[[ Data extract open ]]
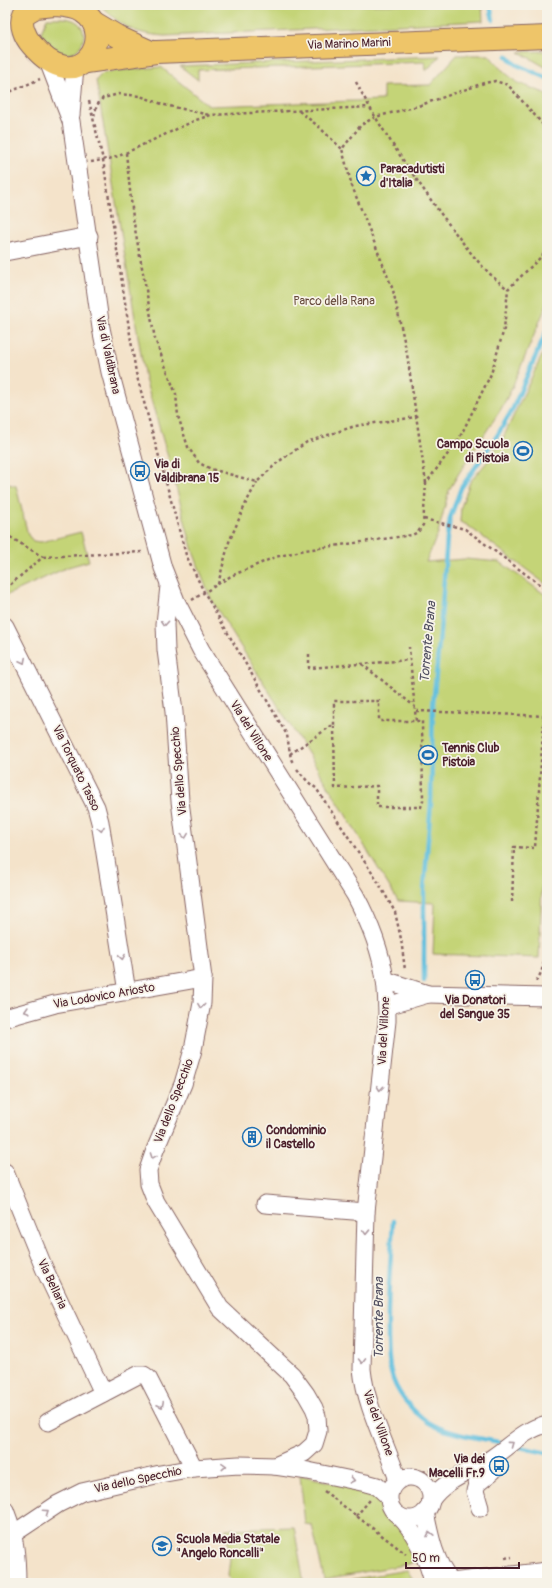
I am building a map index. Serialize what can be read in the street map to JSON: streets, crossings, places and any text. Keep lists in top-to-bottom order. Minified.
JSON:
{"streets":{"main road":["Via Marino Marini"],"street":["Via di Valdibrana","Via del Villone","Via Torquato Tasso","Via dello Specchio","Via Lodovico Ariosto","Via Bellaria"]},"crossings":[["Via Marino Marini","Via di Valdibrana"],["Via di Valdibrana","Via del Villone"],["Via di Valdibrana","Via dello Specchio"],["Via del Villone","Via dello Specchio"],["Via Torquato Tasso","Via Lodovico Ariosto"],["Via dello Specchio","Via Lodovico Ariosto"]],"one_way":["Via del Villone","Via Torquato Tasso","Via Lodovico Ariosto"],"water":["Torrente Brana"],"parks":["Parco della Rana"],"places":{"place":["Paracadutisti d'Italia"],"sports":["Campo Scuola di Pistoia","Tennis Club Pistoia"],"bus stop":["Via di Valdibrana 15","Via Donatori del Sangue 35","Via dei Macelli Fr.9"],"building":["Condominio il Castello"],"school or university":["Scuola Media Statale \"Angelo Roncalli\""]},"scale_bar":"50 m"}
[[ Data extract closed ]]
*Work task:* The expected result is the data above in exact form, free of pictures.

*Finished task:*
I am building a map index. Serialize what can be read in the street map to JSON: streets, crossings, places and any text. Keep lists in top-to-bottom order. Minified.
JSON:
{"streets":{"main road":["Via Marino Marini"],"street":["Via di Valdibrana","Via del Villone","Via Torquato Tasso","Via dello Specchio","Via Lodovico Ariosto","Via Bellaria"]},"crossings":[["Via Marino Marini","Via di Valdibrana"],["Via di Valdibrana","Via del Villone"],["Via di Valdibrana","Via dello Specchio"],["Via del Villone","Via dello Specchio"],["Via Torquato Tasso","Via Lodovico Ariosto"],["Via dello Specchio","Via Lodovico Ariosto"]],"one_way":["Via del Villone","Via Torquato Tasso","Via Lodovico Ariosto"],"water":["Torrente Brana"],"parks":["Parco della Rana"],"places":{"place":["Paracadutisti d'Italia"],"sports":["Campo Scuola di Pistoia","Tennis Club Pistoia"],"bus stop":["Via di Valdibrana 15","Via Donatori del Sangue 35","Via dei Macelli Fr.9"],"building":["Condominio il Castello"],"school or university":["Scuola Media Statale \"Angelo Roncalli\""]},"scale_bar":"50 m"}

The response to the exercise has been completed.